Previous studies highlight the reversibility of calcium alginate back to sodium alginate if exposed to high sodium chloride concentrations (red arrow in Eq. 1;21,22,23,24). Efforts to increase the stability of calcium alginate membranes include using high concentrations of sodium alginate (60 g/L25), additions of egg proteins26, combinations with MICP-capable bacteria27, and supplementing graphene oxide fibers28.

Two approaches have been used in the literature to improve soil behaviour using powdered sodium alginate:

  1. (1)

    As a viscous binder. Previous studies have explored different application methods (e.g., spraying, submerging, mixing), concentrations (0.25 to 5%), and curing temperatures and times (18–100 °C; 0 to 28 days), achieving a maximum compressive strength of 1.6 MPa14,15,17,18,29,30. This methodology can be problematic near water bodies because sodium alginate is soluble in water; and exposure to it will result in loss of strength.

  2. (2)

    As a solid membrane (crosslinking). Upon exposure to dissolved calcium, sodium alginate transforms into calcium alginate, resulting in a solid, insoluble membrane-like structure. A previous study found that alginate concentration relates linearly to increased unconfined compressive strength (UCS) and reduced hydraulic conductivity16. The same study showed that three days is the optimum reaction time for sodium alginate samples exposed to calcium chloride and that maximum strength is achieved when cured at 50 °C. However, durability was limited, as after 12 wet-dry cycles with fresh water, specimens displayed a linear decline in compressive strength. The low sodium alginate concentrations used in this study (up to 0.4%), may have resulted in limited stability of the reinforcing membrane. Similarly, Soldo et al. (2020)8 emphasized the importance of allowing samples to dry completely, achieving higher UCS values, with a maximum of 2 MPa at 2% alginate content.

An innovative alternative in this line is to combine alginate with acidifying bacteria to obtain the calcium from calcareous sand particles, yet this methodology could weaken the original soil fabric31.

Previous studies have demonstrated that crosslinked sodium alginate has potential for soil improvement.

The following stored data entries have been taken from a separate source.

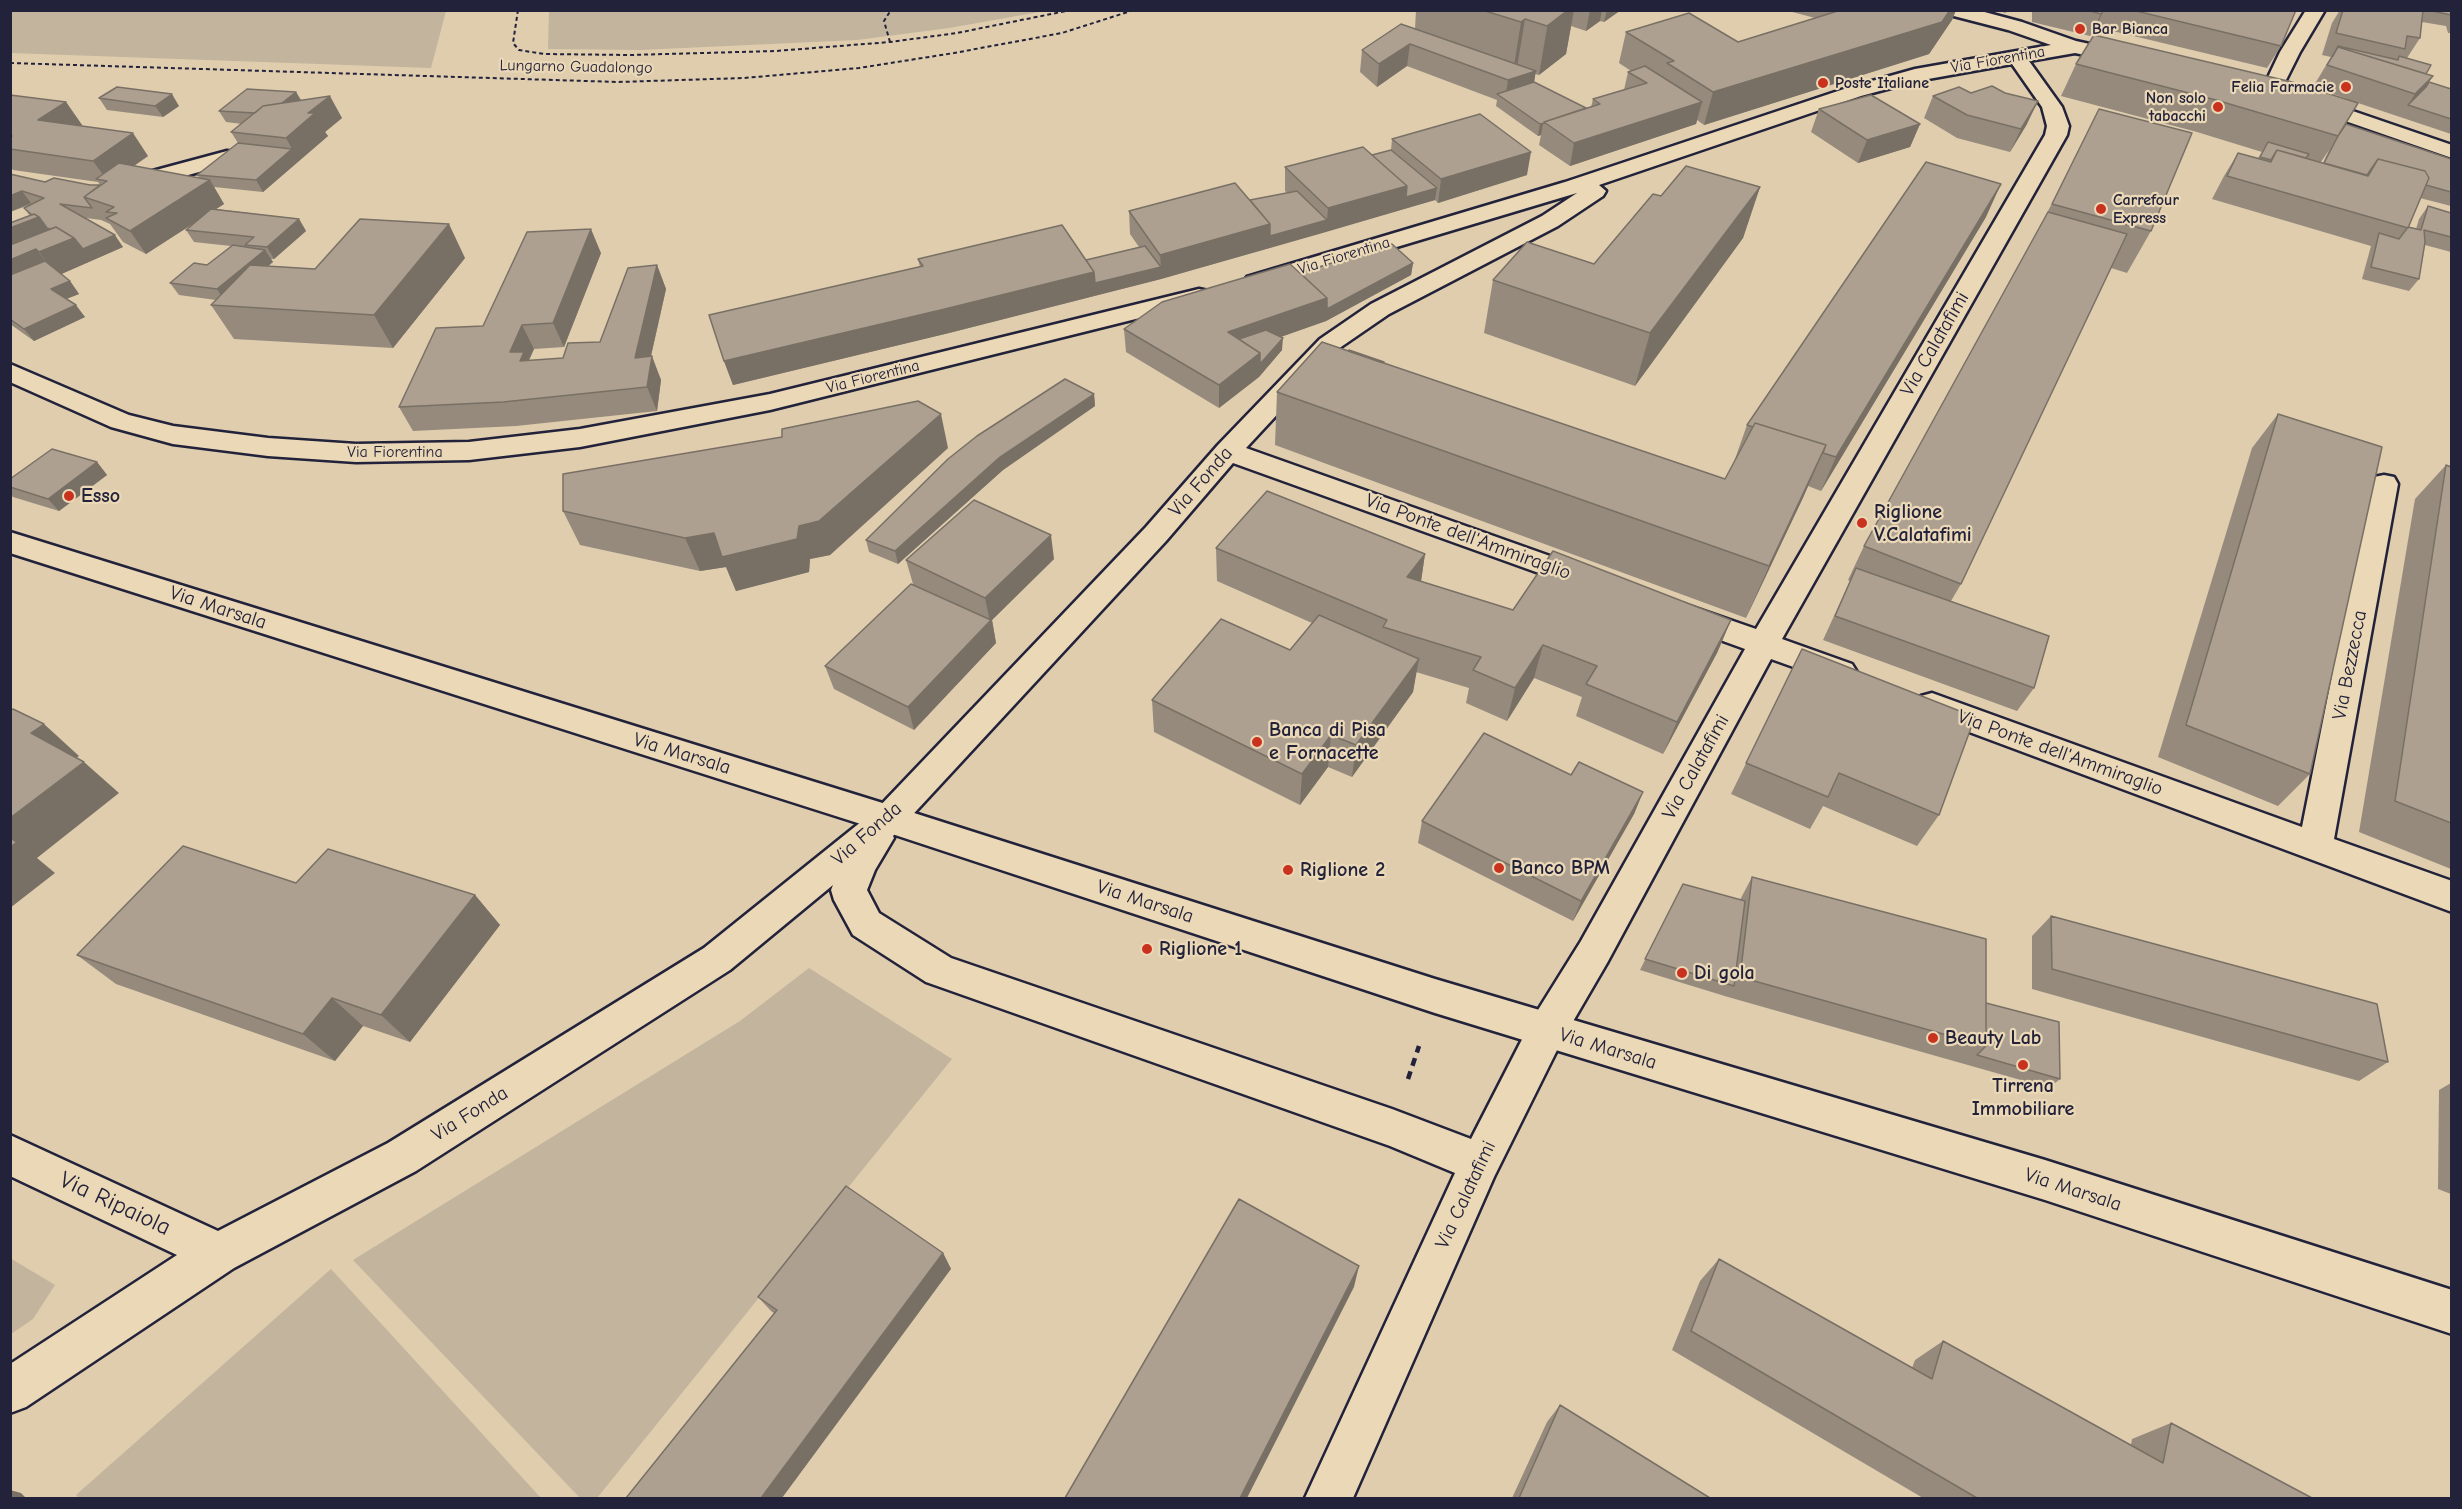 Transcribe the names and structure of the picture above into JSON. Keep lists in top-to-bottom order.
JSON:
{
  "streets": {
    "street": [
      "Via Fiorentina",
      "Via Calatafimi",
      "Via Fonda",
      "Via Ponte dell'Ammiraglio",
      "Via Marsala",
      "Via Bezzecca",
      "Via Ripaiola"
    ],
    "path": ["Lungarno Guadalongo"]
  },
  "crossings": [
    ["Via Fiorentina", "Via Calatafimi"],
    ["Via Fiorentina", "Via Fonda"],
    ["Via Calatafimi", "Via Marsala"],
    ["Via Fonda", "Via Ponte dell'Ammiraglio"],
    ["Via Fonda", "Via Marsala"],
    ["Via Fonda", "Via Ripaiola"],
    ["Via Ponte dell'Ammiraglio", "Via Bezzecca"]
  ],
  "places": [
    "Bar Bianca",
    "Poste Italiane",
    "Felia Farmacie",
    "Non solo tabacchi",
    "Carrefour Express",
    "Esso",
    "Riglione V.Calatafimi",
    "Banca di Pisa e Fornacette",
    "Banco BPM",
    "Riglione 2",
    "Riglione 1",
    "Di gola",
    "Beauty Lab",
    "Tirrena Immobiliare"
  ]
} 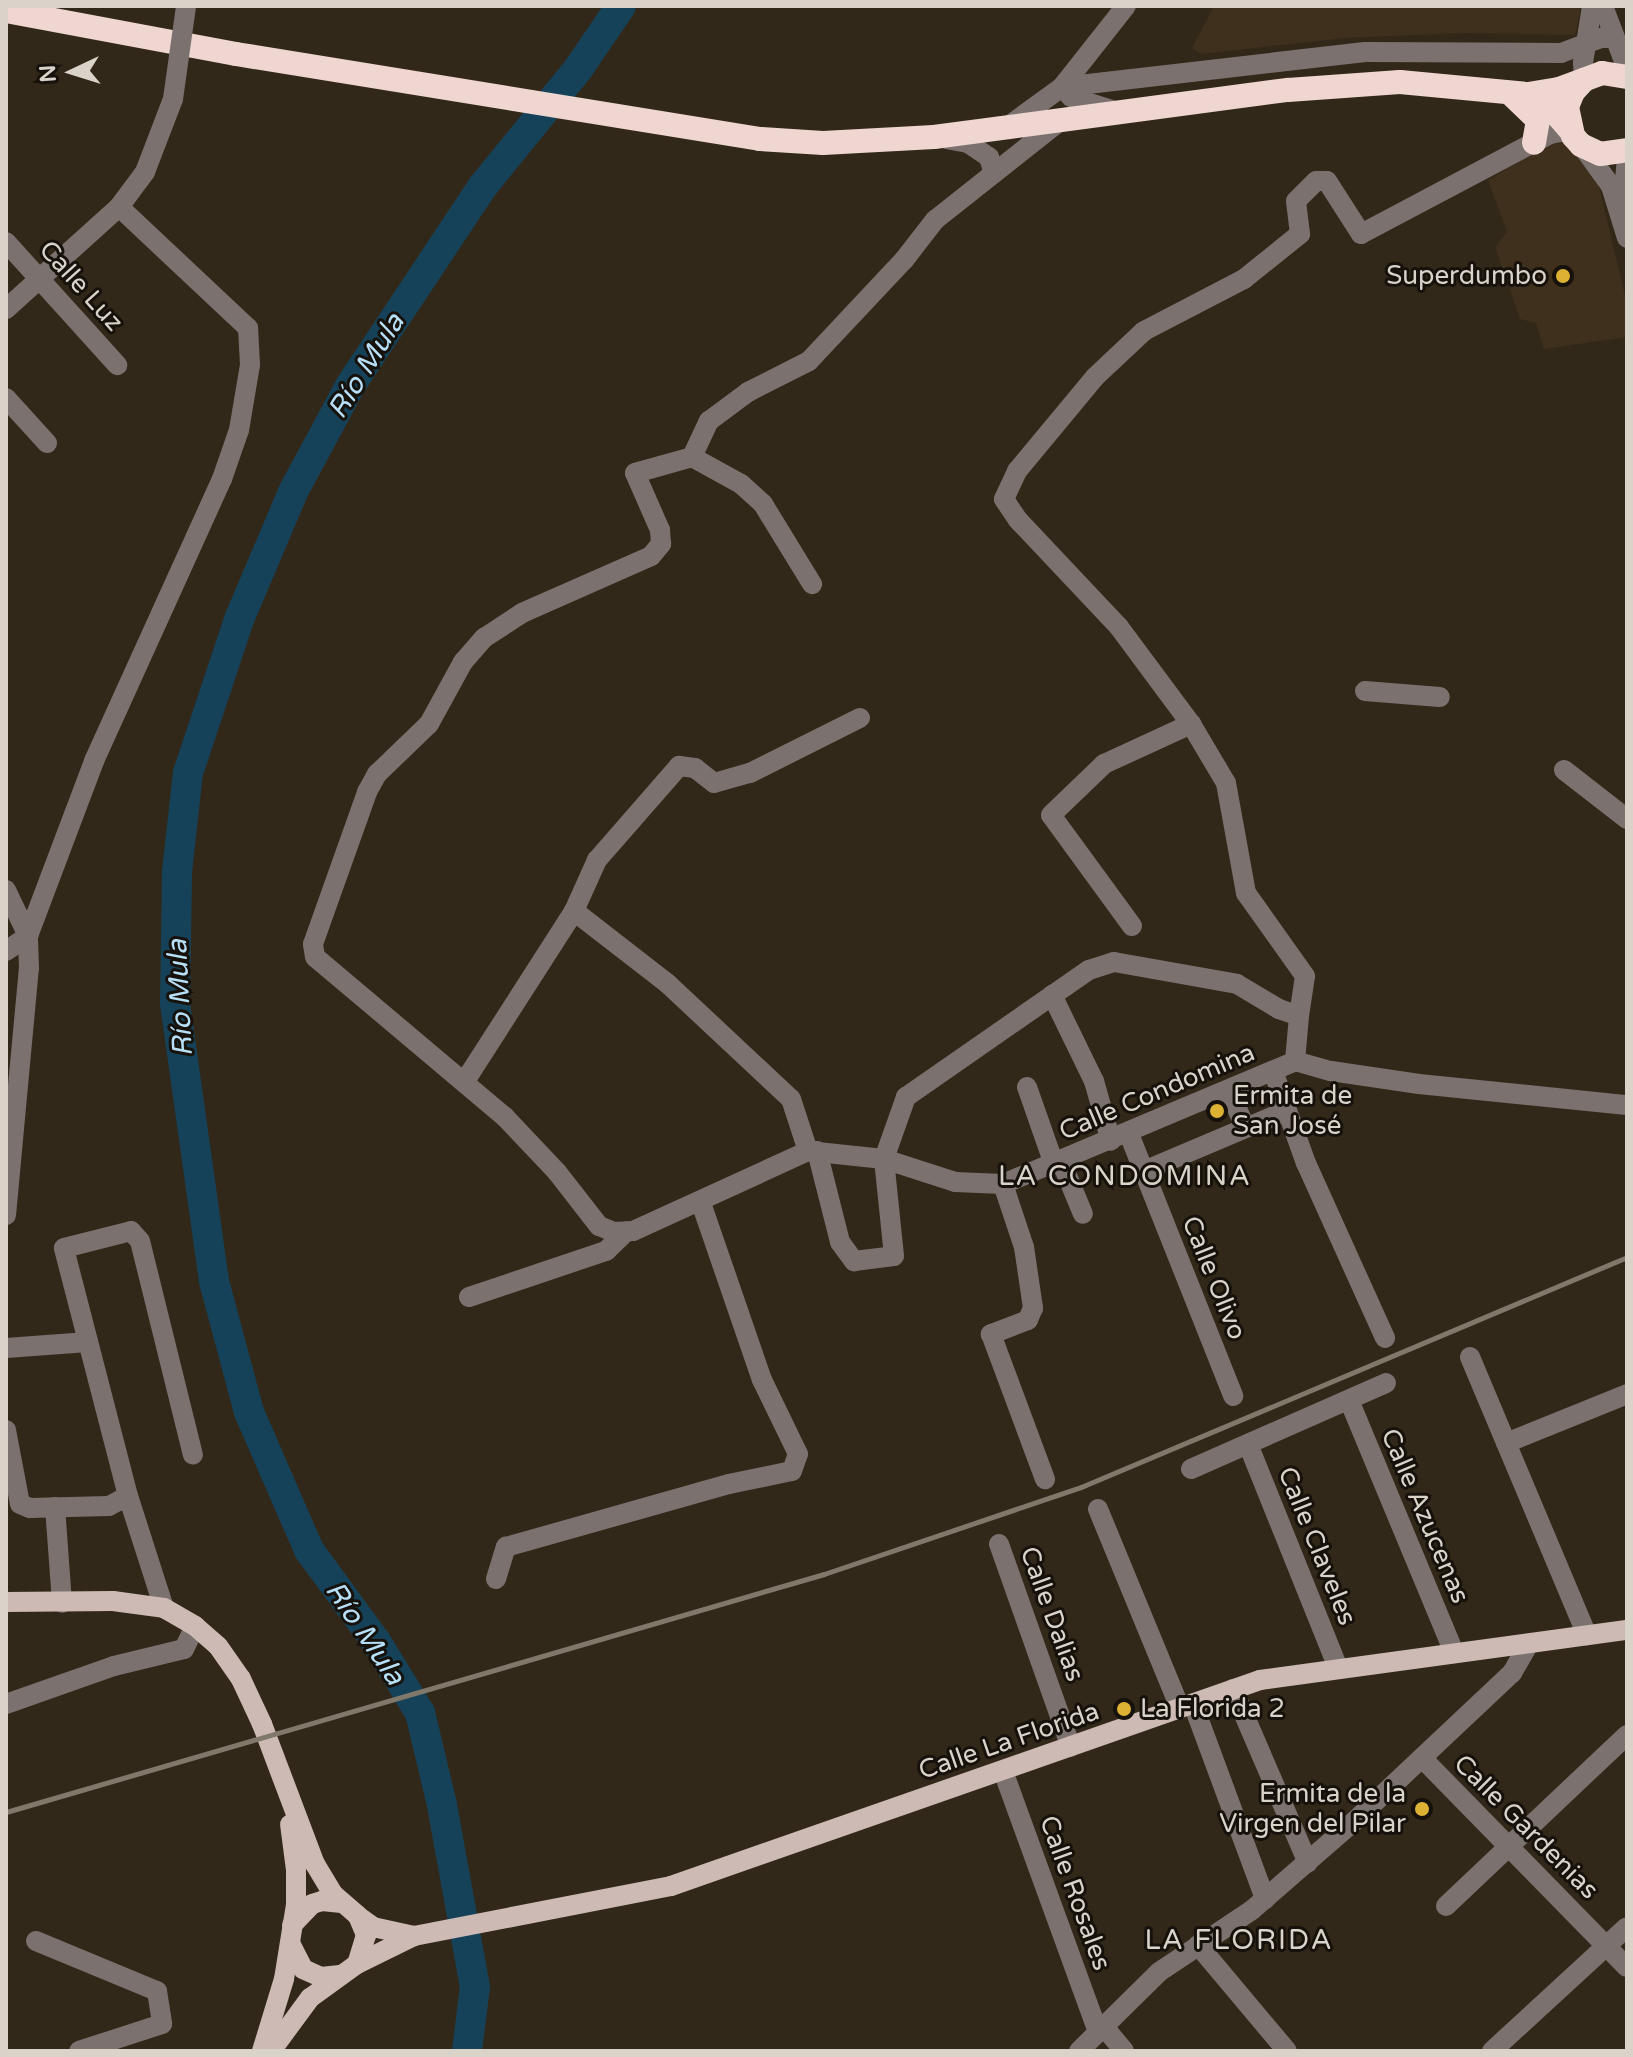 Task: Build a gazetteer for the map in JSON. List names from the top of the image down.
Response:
{
  "streets": {
    "main road": ["Calle La Florida"],
    "street": [
      "Calle Luz",
      "Calle Condomina",
      "Calle Olivo",
      "Calle Azucenas",
      "Calle Claveles",
      "Calle Dalias",
      "Calle Gardenias",
      "Calle Rosales"
    ]
  },
  "crossings": [
    ["Calle Condomina", "Calle Olivo"],
    ["Calle Azucenas", "Calle La Florida"],
    ["Calle Claveles", "Calle La Florida"],
    ["Calle Dalias", "Calle La Florida"],
    ["Calle La Florida", "Calle Rosales"]
  ],
  "districts": ["LA CONDOMINA", "LA FLORIDA"],
  "water": ["Río Mula"],
  "places": [
    "Superdumbo",
    "Ermita de San José",
    "La Florida 2",
    "Ermita de la Virgen del Pilar"
  ],
  "north": "left"
}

However, for coastal applications, several research gaps must be addressed, including the need to characterise the maximum achievable strength to determine the optimal alginate concentration and to evaluate the stability of the calcium crosslink when subjected to seawater wet–dry cycles.

This study addresses these gaps by systematically investigating the use of sodium alginate as a soil improvement agent for coastal environments, with special consideration of the enhanced degradation driven by wet-dry cycles of seawater. Experimental work has focused on quartzitic, poorly graded sands, beginning with comparisons between different types of sodium alginate, varying concentrations, and two treatment methodologies (dry and wet mixing). This was followed by an assessment of the effects of seawater wet–dry cycles on the integrity, chemical compositon, and mechanical behaviour of the treated specimens. The study results provide useful insights into the optimal formulation and application method of sodium alginate for enhancing soil strength and durability in coastal settings, while contributing to the development of more sustainable ground improvement strategies.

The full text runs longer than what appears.